During the 1980s, Anselm Kiefer became one of the foremost representatives of Neo-Expressionism, an approach characterized by violent, gestural brushwork and a return to the personal. His large-scale works, infused with references to both the German romantic tradition and his country’s political heritage, combine a nearly monochromatic palette with mixed media, including the application of materials such as strips of lead, straw, plaster, seeds, ash, and soil. The result is an oeuvre whose monumental scale and rich interplay of textures heighten the solemnity and transcendental nature of its contents.
When the Berlin Wall fell in 1989, it seemed that the long period of national mourning might finally be over. Kiefer left Germany, settling first in New York and then in the South of France, without producing any significant works for around three years. After two decades of dealing almost exclusively with the horrors of the Holocaust and Germany’s Nazi past, Kiefer began to explore a more universal set of themes, still based on religion, myth, and history, but now focusing on the spirituality of man and the internal workings of the mind.

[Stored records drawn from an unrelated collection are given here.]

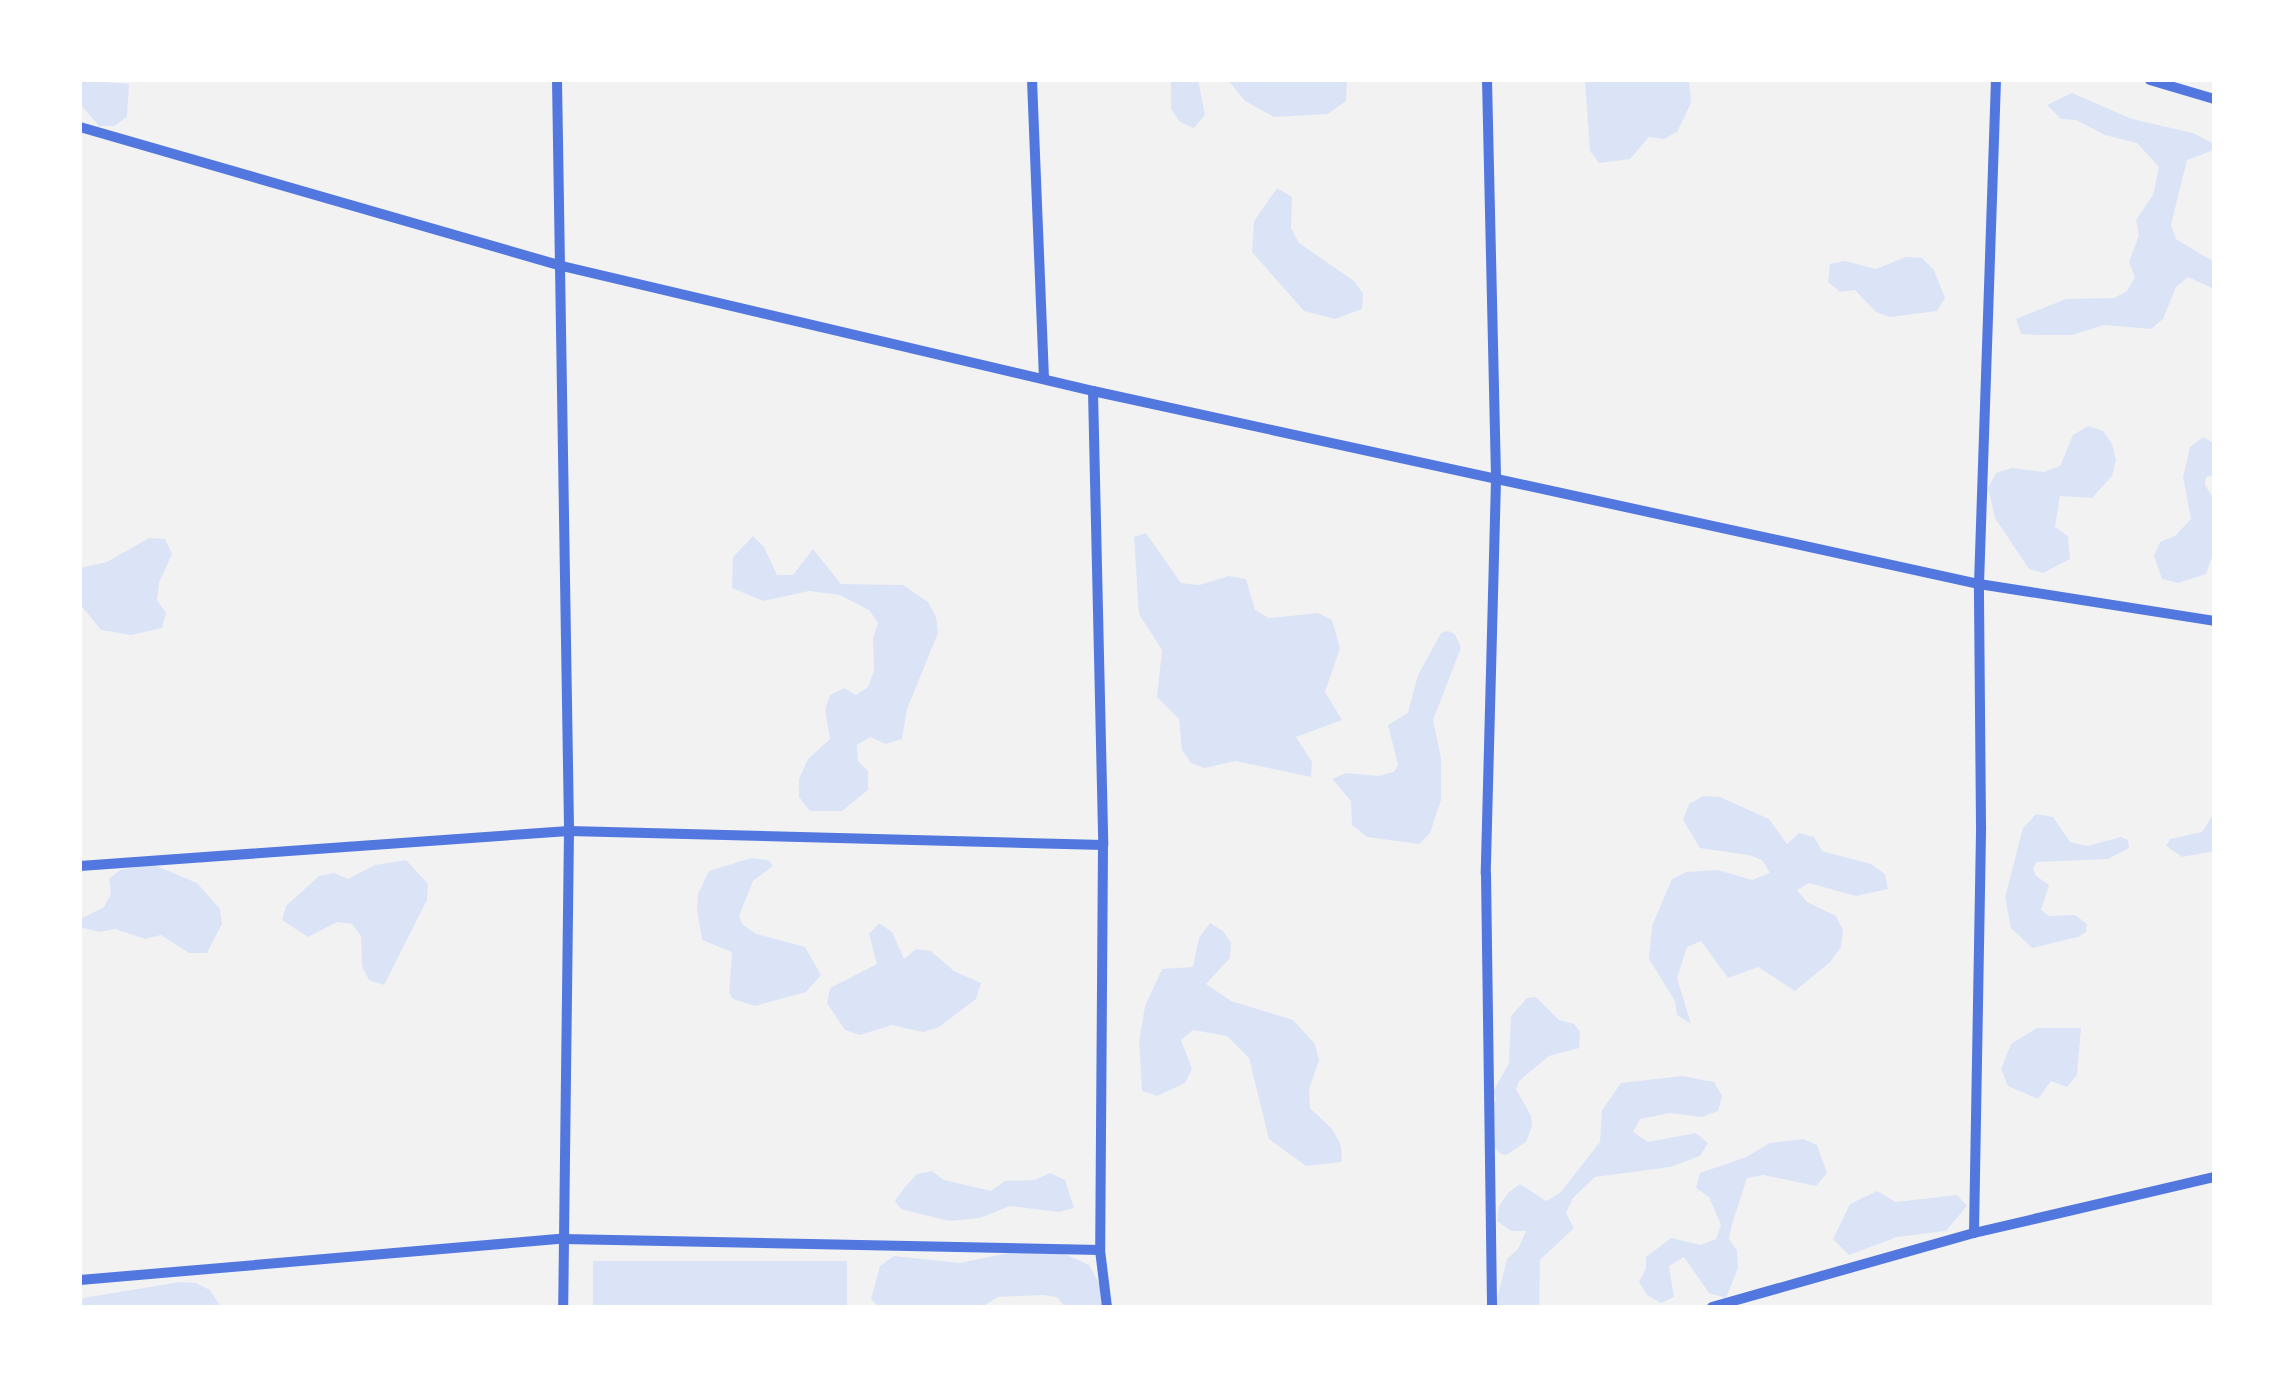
<!DOCTYPE html>
<style>
body{margin:0}
#map{position:relative;width:2294px;height:1387px;overflow:hidden;background:#f2f2f2;font-family:Signika,sans-serif}
div>[style]{position:absolute}
[style*='--x']{left:calc(var(--x)*1px);top:calc(var(--y)*1px);width:calc(var(--w)*1px);rotate:calc(var(--a)*1deg)}
.green>*{inset:0;background:#dbe4f7;transform-origin:0 0}
.minor>*{height:10px;margin:-5px;padding:0 5px;transform-origin:5px;border-radius:5px;background:#5277de}
span{translate:-50% -50%;white-space:nowrap;text-align:center;line-height:1.15;-webkit-text-stroke:8px #fff;paint-order:stroke}
.frame{position:absolute;inset:0;border:82px solid #fff;pointer-events:none}
</style>
<div id="map">
<div class="green">
<i style="clip-path:polygon(80px 80px,129px 84px,127px 117px,114px 126px,99px 126px,80px 104px)"></i>
<i style="clip-path:polygon(1171px 80px,1198px 80px,1205px 115px,1194px 128px,1180px 122px,1171px 109px)"></i>
<i style="clip-path:polygon(1228px 80px,1347px 80px,1346px 101px,1328px 114px,1274px 117px,1245px 101px)"></i>
<i style="clip-path:polygon(1585px 80px,1689px 80px,1691px 103px,1677px 132px,1664px 139px,1649px 137px,1630px 159px,1599px 163px,1590px 151px)"></i>
<i style="clip-path:polygon(2072px 93px,2132px 119px,2193px 133px,2214px 144px,2214px 150px,2187px 160px,2171px 225px,2176px 239px,2214px 262px,2214px 289px,2188px 277px,2176px 287px,2163px 319px,2151px 329px,2104px 325px,2072px 335px,2038px 335px,2021px 334px,2016px 319px,2066px 299px,2114px 298px,2127px 291px,2135px 277px,2129px 262px,2139px 235px,2136px 220px,2153px 195px,2159px 167px,2137px 143px,2105px 135px,2076px 120px,2061px 119px,2047px 105px)"></i>
<i style="clip-path:polygon(1277px 188px,1292px 197px,1291px 228px,1299px 243px,1354px 281px,1363px 293px,1362px 309px,1335px 319px,1304px 311px,1252px 252px,1254px 221px)"></i>
<i style="clip-path:polygon(1906px 257px,1922px 258px,1934px 270px,1945px 298px,1937px 311px,1890px 317px,1876px 312px,1855px 290px,1840px 292px,1828px 282px,1830px 264px,1845px 261px,1876px 269px)"></i>
<i style="clip-path:polygon(2088px 426px,2103px 431px,2112px 444px,2116px 460px,2112px 476px,2092px 498px,2060px 496px,2055px 527px,2068px 536px,2070px 559px,2043px 573px,2029px 569px,1995px 518px,1988px 488px,1996px 473px,2012px 468px,2044px 472px,2060px 466px,2073px 435px)"></i>
<i style="clip-path:polygon(2203px 437px,2214px 443px,2214px 475px,2206px 477px,2205px 485px,2213px 498px,2212px 557px,2206px 574px,2178px 583px,2162px 579px,2154px 556px,2160px 542px,2175px 536px,2191px 519px,2183px 477px,2190px 447px)"></i>
<i style="clip-path:polygon(1146px 533px,1181px 583px,1199px 585px,1229px 576px,1246px 579px,1255px 610px,1269px 618px,1318px 613px,1332px 620px,1340px 648px,1325px 692px,1342px 720px,1296px 737px,1312px 762px,1311px 777px,1235px 761px,1205px 768px,1191px 763px,1182px 750px,1179px 719px,1157px 697px,1162px 650px,1139px 614px,1134px 537px)"></i>
<i style="clip-path:polygon(753px 536px,764px 547px,777px 575px,793px 575px,813px 549px,841px 584px,903px 585px,928px 602px,936px 617px,938px 633px,907px 709px,902px 739px,886px 744px,870px 737px,857px 745px,858px 761px,868px 771px,868px 790px,842px 811px,810px 811px,799px 797px,799px 779px,808px 759px,830px 739px,825px 710px,830px 695px,844px 688px,856px 695px,868px 687px,874px 671px,873px 638px,878px 623px,869px 610px,840px 595px,809px 591px,763px 601px,732px 588px,733px 557px)"></i>
<i style="clip-path:polygon(149px 538px,165px 539px,172px 554px,159px 583px,157px 600px,166px 613px,162px 628px,131px 635px,101px 630px,80px 604px,80px 568px,107px 562px)"></i>
<i style="clip-path:polygon(1448px 631px,1455px 634px,1461px 648px,1433px 720px,1441px 758px,1441px 800px,1430px 833px,1419px 844px,1367px 837px,1352px 825px,1351px 801px,1332px 779px,1346px 773px,1378px 776px,1394px 772px,1398px 765px,1388px 725px,1408px 713px,1418px 675px,1441px 633px)"></i>
<i style="clip-path:polygon(1703px 796px,1720px 797px,1769px 819px,1787px 844px,1799px 833px,1814px 837px,1822px 851px,1871px 864px,1885px 874px,1888px 889px,1856px 896px,1809px 883px,1797px 890px,1807px 902px,1836px 916px,1843px 930px,1841px 947px,1830px 962px,1795px 991px,1758px 967px,1728px 978px,1701px 941px,1687px 947px,1677px 978px,1691px 1024px,1677px 1015px,1675px 1001px,1649px 959px,1652px 926px,1672px 879px,1686px 872px,1718px 870px,1752px 880px,1770px 873px,1762px 860px,1749px 855px,1700px 848px,1683px 820px,1689px 804px)"></i>
<i style="clip-path:polygon(2214px 813px,2214px 851px,2182px 857px,2166px 846px,2170px 839px,2202px 832px)"></i>
<i style="clip-path:polygon(2036px 814px,2053px 817px,2070px 842px,2087px 846px,2121px 837px,2128px 840px,2129px 848px,2108px 859px,2037px 862px,2033px 868px,2036px 876px,2049px 885px,2041px 910px,2049px 916px,2075px 915px,2087px 924px,2086px 932px,2078px 937px,2032px 948px,2011px 928px,2005px 897px,2023px 828px)"></i>
<i style="clip-path:polygon(751px 858px,768px 860px,773px 866px,753px 881px,739px 916px,742px 924px,756px 934px,805px 947px,821px 975px,806px 992px,755px 1006px,733px 999px,729px 993px,732px 952px,702px 940px,697px 910px,698px 894px,709px 871px)"></i>
<i style="clip-path:polygon(406px 860px,428px 884px,427px 900px,384px 985px,369px 980px,362px 966px,361px 936px,352px 924px,337px 922px,308px 937px,282px 920px,286px 906px,319px 876px,334px 873px,348px 879px,375px 865px)"></i>
<i style="clip-path:polygon(152px 864px,197px 883px,220px 909px,222px 924px,207px 953px,189px 953px,161px 935px,145px 939px,115px 929px,99px 932px,80px 927px,80px 919px,104px 907px,111px 894px,109px 879px,120px 870px)"></i>
<i style="clip-path:polygon(879px 923px,892px 932px,904px 959px,916px 949px,931px 951px,954px 971px,981px 983px,976px 999px,939px 1027px,923px 1032px,892px 1025px,860px 1035px,845px 1030px,827px 1003px,830px 988px,877px 964px,869px 934px)"></i>
<i style="clip-path:polygon(1210px 923px,1223px 931px,1231px 943px,1230px 958px,1206px 984px,1231px 1001px,1293px 1020px,1315px 1044px,1319px 1060px,1309px 1089px,1310px 1108px,1333px 1130px,1341px 1146px,1342px 1162px,1306px 1166px,1269px 1139px,1249px 1058px,1227px 1036px,1193px 1030px,1181px 1040px,1192px 1069px,1185px 1083px,1157px 1096px,1142px 1091px,1139px 1042px,1145px 1006px,1162px 969px,1193px 967px,1199px 938px)"></i>
<i style="clip-path:polygon(1536px 997px,1559px 1020px,1574px 1024px,1580px 1032px,1579px 1048px,1549px 1056px,1519px 1081px,1516px 1089px,1531px 1116px,1532px 1126px,1526px 1142px,1506px 1155px,1499px 1153px,1490px 1140px,1491px 1107px,1496px 1099px,1493px 1092px,1509px 1063px,1511px 1016px,1527px 998px)"></i>
<i style="clip-path:polygon(2037px 1028px,2081px 1028px,2077px 1075px,2067px 1087px,2051px 1081px,2038px 1099px,2008px 1086px,2001px 1069px,2011px 1044px)"></i>
<i style="clip-path:polygon(1682px 1076px,1714px 1082px,1722px 1096px,1718px 1111px,1702px 1117px,1670px 1113px,1640px 1119px,1633px 1132px,1648px 1142px,1696px 1133px,1708px 1143px,1700px 1156px,1670px 1167px,1595px 1177px,1573px 1198px,1566px 1213px,1574px 1228px,1540px 1260px,1539px 1307px,1495px 1307px,1507px 1259px,1518px 1249px,1526px 1231px,1511px 1231px,1497px 1221px,1499px 1206px,1508px 1193px,1520px 1184px,1546px 1201px,1560px 1193px,1600px 1142px,1602px 1110px,1621px 1083px)"></i>
<i style="clip-path:polygon(1803px 1139px,1817px 1145px,1827px 1173px,1816px 1186px,1763px 1175px,1747px 1178px,1732px 1224px,1729px 1239px,1737px 1251px,1738px 1268px,1726px 1298px,1709px 1293px,1684px 1257px,1669px 1266px,1674px 1297px,1661px 1303px,1647px 1295px,1639px 1282px,1646px 1268px,1646px 1257px,1671px 1238px,1701px 1245px,1716px 1239px,1721px 1225px,1709px 1197px,1696px 1188px,1700px 1173px,1746px 1157px,1770px 1143px)"></i>
<i style="clip-path:polygon(932px 1171px,944px 1180px,991px 1191px,1005px 1181px,1035px 1180px,1050px 1173px,1065px 1180px,1074px 1208px,1059px 1212px,1010px 1206px,980px 1218px,949px 1221px,901px 1209px,895px 1201px,905px 1187px,917px 1174px)"></i>
<i style="clip-path:polygon(1877px 1191px,1896px 1202px,1957px 1195px,1967px 1206px,1946px 1231px,1897px 1237px,1849px 1255px,1833px 1239px,1850px 1204px)"></i>
<i style="clip-path:polygon(1058px 1251px,1089px 1265px,1105px 1294px,1105px 1307px,1065px 1307px,1057px 1297px,1043px 1295px,998px 1297px,982px 1307px,879px 1307px,871px 1299px,880px 1266px,894px 1256px,960px 1263px,1008px 1253px)"></i>
<i style="left:847px;top:1261px;width:46px;height:254px;rotate:90deg"></i>
<i style="clip-path:polygon(180px 1282px,196px 1283px,210px 1290px,221px 1307px,80px 1307px,83px 1298px)"></i>
</div>
<div class="minor">
<i style="--x:557;--y:80;--w:751;--a:89.08"></i>
<i style="--x:569;--y:831;--w:476;--a:90.7"></i>
<i style="--x:1032;--y:80;--w:298;--a:87.7"></i>
<i style="--x:1487;--y:80;--w:400;--a:88.7"></i>
<i style="--x:1496;--y:480;--w:394;--a:91.5"></i>
<i style="--x:1486;--y:874;--w:433;--a:89.2"></i>
<i style="--x:2150;--y:80;--w:67;--a:16.5"></i>
<i style="--x:80;--y:127;--w:502;--a:16.09"></i>
<i style="--x:562;--y:266;--w:546;--a:13.25"></i>
<i style="--x:1093;--y:391;--w:907;--a:12.29"></i>
<i style="--x:1979;--y:584;--w:238;--a:8.9"></i>
<i style="--x:1093;--y:391;--w:454;--a:88.7"></i>
<i style="--x:1103;--y:845;--w:405;--a:90.4"></i>
<i style="--x:1100;--y:1250;--w:57;--a:83"></i>
<i style="--x:80;--y:866;--w:490;--a:-4.1"></i>
<i style="--x:569;--y:831;--w:534;--a:1.5"></i>
<i style="--x:1974;--y:1233;--w:407;--a:-89"></i>
<i style="--x:1981;--y:826;--w:242;--a:-90.5"></i>
<i style="--x:1979;--y:584;--w:504;--a:-88.07"></i>
<i style="--x:80;--y:1280;--w:485;--a:-4.9"></i>
<i style="--x:563;--y:1239;--w:537;--a:1.17"></i>
<i style="--x:1712;--y:1307;--w:272;--a:-15.8"></i>
<i style="--x:1974;--y:1233;--w:246;--a:-13.1"></i>
</div>
<div class="frame"></div>
</div>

The artist’s subject matter changed markedly and ranged from the sunflowers of Arles to the queens of France. In a series of works devoted to French female royalty, Kiefer paid homage to the likes of Catherine de’ Medici, Marie Antoinette, and Anne d’Autriche. In Les Reines de France, the women are rendered like Byzantine icons against a background of distressed gold-leaf mosaic. This new iconography, while still engaged with the weight of history, indicates that Kiefer now approached his subject matter with admiration, even joy.
The color of lead—a “support for ideas” in Kiefer’s words—stands out in his painting The Land of the Two Rivers (Zweistromland). This monumental work features an inscription with the names of the rivers Tigris and Euphrates, a reference to the Mesopotamian civilization, in whose banks settled some of the most ancient peoples in humankind. Records have gone beyond the decay and ruins of these cultures and have made their past a present in this painting. The Land of the Two Rivers was preceded by a sculpture with the same title where books made of lead conveyed a sense of history’s durability.